Перехожу к исполнению, Г-жа Юренева в заглавной роли, — почему-то не захотела выбиться из шаблонных приемов ‘таланта, поглощаемого средой’, и не воспользовалась всем тем материалом, который был предоставлен ей автором, — и который, повторяю, мог бы скрасить излишнюю подчеркнутость этой роли. Те наивные, нелепые и умилительно-смешные речи, которые Кисилевский влагает в уста своей Юльке приняты талантливой артисткой слишком всерьез. Она говорила их торжественным тоном, вместо того грациозно-ребячливого, трогательно-наивного, которым она владеет в таком совершенстве (напр., в пьесе ‘Ради счастья’). Только иногда, местами ‘она поднималась до истинного уровня своего дарования — напр., в 3 акте, когда Юлька рассказывает сказку о ‘принце на извозчике’, в сцене с женихом, когда тот обещает ей позировать, — но места эти не могли искупить общего не совсем верного тона…

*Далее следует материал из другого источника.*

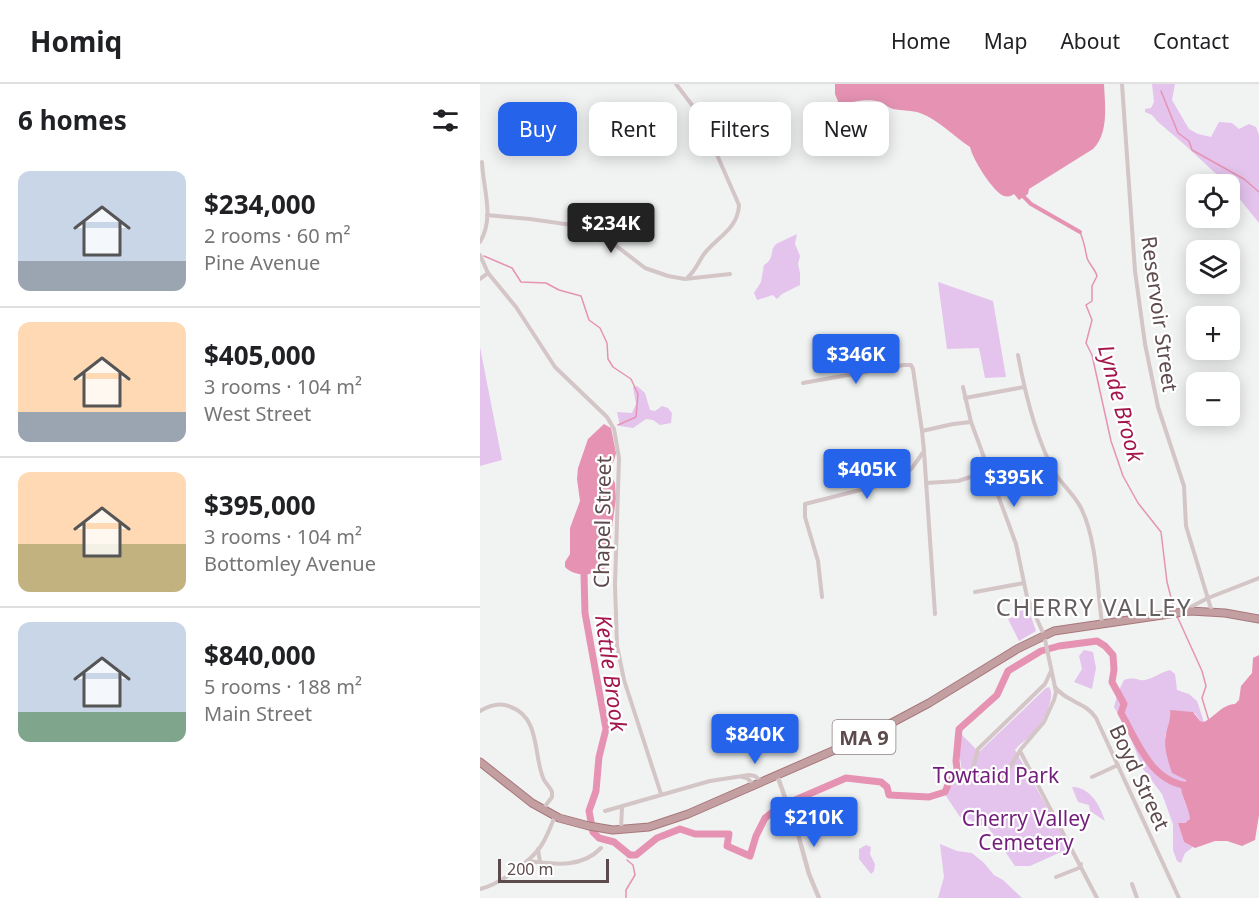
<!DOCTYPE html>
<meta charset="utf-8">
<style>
body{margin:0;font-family:"Noto Sans",sans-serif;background:#f2f2f2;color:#202124;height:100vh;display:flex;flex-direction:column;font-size:22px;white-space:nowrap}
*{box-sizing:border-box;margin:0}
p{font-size:20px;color:#757577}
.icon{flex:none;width:33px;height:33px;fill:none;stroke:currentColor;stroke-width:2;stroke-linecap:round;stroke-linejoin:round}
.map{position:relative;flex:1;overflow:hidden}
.sheet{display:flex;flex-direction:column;background:#fff;width:480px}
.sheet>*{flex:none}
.top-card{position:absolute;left:18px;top:18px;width:570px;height:54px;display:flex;gap:12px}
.buttons{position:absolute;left:706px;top:90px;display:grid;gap:12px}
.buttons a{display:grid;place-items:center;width:54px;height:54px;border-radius:12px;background:#fff;box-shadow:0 3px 15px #0003;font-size:30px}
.scale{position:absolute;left:18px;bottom:15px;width:111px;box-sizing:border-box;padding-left:6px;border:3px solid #5d4a4c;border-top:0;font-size:16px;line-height:21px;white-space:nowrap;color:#5d4a4c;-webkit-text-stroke:4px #fff;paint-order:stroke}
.price{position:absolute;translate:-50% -51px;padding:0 14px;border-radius:6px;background:#2563eb;color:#fff;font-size:20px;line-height:39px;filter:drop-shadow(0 2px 3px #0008)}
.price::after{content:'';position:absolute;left:50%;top:36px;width:18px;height:14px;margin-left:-9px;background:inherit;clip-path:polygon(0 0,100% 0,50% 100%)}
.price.active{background:#222;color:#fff}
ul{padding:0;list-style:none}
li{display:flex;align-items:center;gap:18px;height:150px;padding:0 18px}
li+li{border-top:2px solid #e0e0e0}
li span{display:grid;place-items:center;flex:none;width:168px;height:120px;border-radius:12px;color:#555}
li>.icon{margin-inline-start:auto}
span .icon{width:72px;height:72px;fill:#fffc;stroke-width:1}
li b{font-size:26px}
h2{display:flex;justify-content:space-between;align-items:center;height:72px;padding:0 18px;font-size:26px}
.pill{padding:0 21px;border-radius:12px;background:#fff;box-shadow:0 3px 15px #0003;font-size:21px;line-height:54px}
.pill.active{background:#2563eb;color:#fff}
header{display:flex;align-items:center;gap:36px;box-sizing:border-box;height:84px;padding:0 30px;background:#fff;border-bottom:2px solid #e0e0e0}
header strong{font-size:28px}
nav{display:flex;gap:33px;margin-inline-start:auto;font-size:21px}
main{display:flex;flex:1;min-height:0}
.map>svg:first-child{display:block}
</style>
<header>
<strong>Homiq</strong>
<nav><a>Home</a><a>Map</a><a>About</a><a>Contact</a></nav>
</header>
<main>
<section class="sheet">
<h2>6 homes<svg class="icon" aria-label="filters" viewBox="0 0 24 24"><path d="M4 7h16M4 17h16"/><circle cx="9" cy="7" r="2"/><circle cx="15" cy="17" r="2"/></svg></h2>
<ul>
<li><span style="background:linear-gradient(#c9d6e8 75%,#9aa5b1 0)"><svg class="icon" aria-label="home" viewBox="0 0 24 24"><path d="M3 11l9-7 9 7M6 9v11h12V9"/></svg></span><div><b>$234,000</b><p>2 rooms · 60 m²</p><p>Pine Avenue</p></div></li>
<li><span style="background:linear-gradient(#ffd9b3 75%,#9aa5b1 0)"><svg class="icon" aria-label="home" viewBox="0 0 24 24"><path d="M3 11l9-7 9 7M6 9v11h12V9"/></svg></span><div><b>$405,000</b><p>3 rooms · 104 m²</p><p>West Street</p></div></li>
<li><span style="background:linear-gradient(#ffd9b3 60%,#c2b280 0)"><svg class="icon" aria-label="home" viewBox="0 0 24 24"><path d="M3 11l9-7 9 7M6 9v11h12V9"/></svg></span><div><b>$395,000</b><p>3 rooms · 104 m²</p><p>Bottomley Avenue</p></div></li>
<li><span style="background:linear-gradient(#c9d6e8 75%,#7fa58c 0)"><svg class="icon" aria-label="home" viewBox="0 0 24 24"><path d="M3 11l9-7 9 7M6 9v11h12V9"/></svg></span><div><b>$840,000</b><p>5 rooms · 188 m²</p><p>Main Street</p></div></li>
</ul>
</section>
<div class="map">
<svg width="779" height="814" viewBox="0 0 779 814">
<rect width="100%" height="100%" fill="#f1f3f2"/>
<g fill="#e4c3ed">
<path d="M672,0H695L692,16L709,45L718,50L731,53L739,38L752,39L759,45L769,40L776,43L779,51V139L750,103V100H747L705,61L678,38L672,31L665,28V25L671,24L674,18Z"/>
<path d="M317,150L315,160L320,172L318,180L320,189V201L302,210L297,215L293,211L277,216L274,209L281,198L284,181C292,176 291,172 293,164L296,160Z"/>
<path d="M458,198L513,217L526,293L505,294L499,264L467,265Z"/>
<path d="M0,263L22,376L0,382Z"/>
<path d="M157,302L165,309L170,326L175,327L182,322L188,324L192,329L191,339L180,341L173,336L166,335L153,344L140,342L137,328L152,329L156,320L153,303Z"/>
<path d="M548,524L556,547L539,557L528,535L535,532L534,529Z"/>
<path d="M604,566L613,568L616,584L612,605L594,598L602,585L599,572Z"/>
<path d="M690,586L695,590L697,606L709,610L717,617L724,638L720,637L715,629L690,627L691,638L685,652L692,689L704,694L707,698L701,704C701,711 709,725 711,735L705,739H698L704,758L713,763L705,769L701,779L697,777L693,766V740L682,710L663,685L647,645L634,623L638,608L644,596C657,592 656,597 665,596C674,594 681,588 690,586Z"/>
<path d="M569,603C577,613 561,642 553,650C547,656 540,659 535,666L590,764L550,782H535L505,739L497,744L490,735L484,739L466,712L472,699L482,687L478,661L480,649L499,668L566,604Z"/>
<path d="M592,703C610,703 620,721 625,737L610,727L609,721L598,718Z"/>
<path d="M460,760L477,767L492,769L504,779L514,791L523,796L542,814H458L464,793Z"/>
<path d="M386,761L391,763L390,770L395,780L394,787L391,790L379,775V765Z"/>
</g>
<g fill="#e693b3">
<path d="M355,0H624C625,21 629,49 613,65L549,105L548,110L539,116L534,110C531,112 529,113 524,112C513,108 492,74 490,63C473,52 459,36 440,29C432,26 422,27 413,25C409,24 405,20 401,18C388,14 372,17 360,22L355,10Z"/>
<path d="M124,340L131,344L136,369L134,377L129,382L128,386L135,399L136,415L131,450L130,480C120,491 96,495 85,483V478L90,470V444L100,417L97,395L98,384L108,355Z"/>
<path d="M779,571V731L775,756L762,762L747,757H735L715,764L704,758L698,739H705L710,735C709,724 701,711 701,704L706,700V696L692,689C688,677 683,662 686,650C688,641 691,636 690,626L713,628L720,637L724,638C736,632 741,621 755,620L759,616L761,602L772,589L773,574Z"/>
</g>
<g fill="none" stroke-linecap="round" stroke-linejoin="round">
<g stroke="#e693b3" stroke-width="1.5">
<path d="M681,7L698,49L709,57L712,66L764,95L779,108"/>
<path d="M600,148C604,157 605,164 607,174C609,180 615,185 617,192L612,202V217L606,221L612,236L606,259L612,271L631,357L643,392L658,419L681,448L687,498L694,525"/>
<path d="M4,172L32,184L41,198L66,199L79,206L101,212L109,236L120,244L127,259L128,275L133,283L151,295L158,310L156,333L138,341"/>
<path d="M697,532L722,587L726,602L722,614L729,637"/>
<path d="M148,773L150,771"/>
<path d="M146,814V806L155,791L153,781L147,776"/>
</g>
<path stroke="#e693b3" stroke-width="4" d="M544,113L551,120L600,148"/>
<path stroke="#e693b3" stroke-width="7" d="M104,490L105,529L126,645L119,673L116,707L109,727L113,748L119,754L134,758L150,771H156L177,754L200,745L215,750H249L247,762L270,772L276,752L285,734L299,723L366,694L401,698L407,703L409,711L449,713L465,708L470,696L478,692L476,677L479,645L517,611L528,587L561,567L579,562L617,557L625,562L633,571L634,586L632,598L644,620L641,629C658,659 672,701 712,702"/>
<g stroke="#a7777b" stroke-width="9">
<path id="trunk" d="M0,678L52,719L79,734L109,742L133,746L169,743L208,730L389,651L449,619L537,565L574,547L710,527L745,529L779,535"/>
</g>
<g stroke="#d4c5c7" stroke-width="4">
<path d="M196,0L212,21L227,48L259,121C258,145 237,153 224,170C219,177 215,187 208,193"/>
<path d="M642,0L655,187L665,260L678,323L704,402L706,442L732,528"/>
<path d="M7,131L50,135L113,144L165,184L188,192L205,195L250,190"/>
<path d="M0,158C15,133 3,105 2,78"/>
<path d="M0,171L8,189L36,223L75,283L127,333L134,345L139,374L135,501L137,562L144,596L181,710"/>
<path d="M0,195L8,189"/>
<path d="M538,271C545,309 556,355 575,389C583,402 596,412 602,426C617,458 617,504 622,539"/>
<path d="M323,299L424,281H431L433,285L442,347"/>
<path d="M483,303L491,338L536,460L547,513L564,551L576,608L574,616L564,638L541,665L524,693L518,698L511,699L497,694L494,690L493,685L498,665L565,600L571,587"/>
<path d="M485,314L544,303"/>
<path d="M444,367L455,530"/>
<path d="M446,399L478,397L509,387"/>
<path d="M495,508L544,499"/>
<path d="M342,513L338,477L325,433V420L420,396L432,384L444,367L442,347L473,340L491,338"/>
<path d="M705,526L728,514L779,494"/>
<path d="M575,603C586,618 606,618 616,634L699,814"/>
<path d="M0,627C10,621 21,618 31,623C61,634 53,673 64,696C67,701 70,703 72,708V713L63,725"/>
<path d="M540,667L617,814"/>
<path d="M262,693L267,694L274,701"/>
<path d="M612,693L638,681"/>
<path d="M125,727L230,697L269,691L275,692L282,698"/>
<path d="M141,746L142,723"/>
<path d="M58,765L60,778"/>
<path d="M47,777C73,780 101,785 121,764"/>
<path d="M576,793L599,784L601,780"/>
<path d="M652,800L657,814"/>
<path d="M0,805C19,801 50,778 61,762C67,753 71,742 75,732"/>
</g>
<path stroke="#d4c5c7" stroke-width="4.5" d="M297,691L318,750L329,790L339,814"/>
<use href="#trunk" stroke="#c49fa2" stroke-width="7"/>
</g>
<g text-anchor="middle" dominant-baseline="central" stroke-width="4.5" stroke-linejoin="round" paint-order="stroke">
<rect fill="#fff" stroke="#8e8082" stroke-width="1.5" x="352.5" y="636" width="63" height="34" rx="4.5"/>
<g font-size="20" font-weight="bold" fill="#5d4a4c">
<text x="384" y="653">MA 9</text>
</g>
<g font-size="21" fill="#5d4a4c" stroke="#fff">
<text transform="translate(680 230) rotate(82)">Reservoir Street</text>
<text transform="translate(122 438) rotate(-89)">Chapel Street</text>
<text transform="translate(660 693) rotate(65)">Boyd Street</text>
</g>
<g font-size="21" fill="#721e7b" stroke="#fff">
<text x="516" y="691">Towtaid Park</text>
<text x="546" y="734">Cherry Valley<tspan x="546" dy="24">Cemetery</tspan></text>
</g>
<g font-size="22" font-style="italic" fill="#a3174d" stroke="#fff">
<text transform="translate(642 319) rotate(75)">Lynde Brook</text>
<text transform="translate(132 589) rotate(82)">Kettle Brook</text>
</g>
<g font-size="24" letter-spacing="1.5" fill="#655e5e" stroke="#fff">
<text x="614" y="522">CHERRY VALLEY</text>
</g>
</g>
</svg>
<div class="buttons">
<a><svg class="icon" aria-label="locate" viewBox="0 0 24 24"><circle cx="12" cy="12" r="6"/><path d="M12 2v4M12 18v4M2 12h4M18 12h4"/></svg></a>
<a><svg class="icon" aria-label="layers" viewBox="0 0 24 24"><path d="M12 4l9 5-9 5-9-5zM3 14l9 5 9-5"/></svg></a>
<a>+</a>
<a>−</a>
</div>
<div class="scale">200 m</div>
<b class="price active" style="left:131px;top:170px">$234K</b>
<b class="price" style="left:376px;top:301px">$346K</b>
<b class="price" style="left:387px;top:416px">$405K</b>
<b class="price" style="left:534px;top:424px">$395K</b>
<b class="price" style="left:275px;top:681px">$840K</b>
<b class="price" style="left:334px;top:764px">$210K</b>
<div class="top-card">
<a class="pill active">Buy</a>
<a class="pill">Rent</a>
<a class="pill">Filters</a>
<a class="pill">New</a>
</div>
</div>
</main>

Г. Глаголин — в роли комически-симпатичного поэта Юрия Боренского — был на своем месте. Он удачно вибрировал между смешными и привлекательными сторонами Боренского, не переходя ни в ту, ни в другую сторону, и дал цельный, верный и живой образ. Искренность, поэтичность и благородство Юрия нисколько не затемнялись его мальчишески-протестантскими поступками, вызывающими сочувственный смех… Г-н Баратов в мимолетной роли ‘цыгана’ Бронина играл широко и энергично. Буржуазную матушку изображала г-жа Свободина-Барышева, с тем же тактом и сдержанностью, как и г-жу Жувнель в ‘Секрете Полишинеля’.
Пьеса вызвала некоторое недоумение странной своей постановкой. Начать с того, что между вторым и третьим актом занавес опускается на одно мгновение только, так что публика принимает два акта за один, и по окончании спектакля долго остается в театре, полагая, что последнее действие еще впереди. Потом, конец последнего действия, очень сильный по замыслу автора, выходит каким-то скомканным и недоговоренным, ввиду того, что злополучный занавес опять опускается скорее, чем нужно. Портрет Короленки упорно провисел все 4 действия в квартире буржуазно-польской семьи.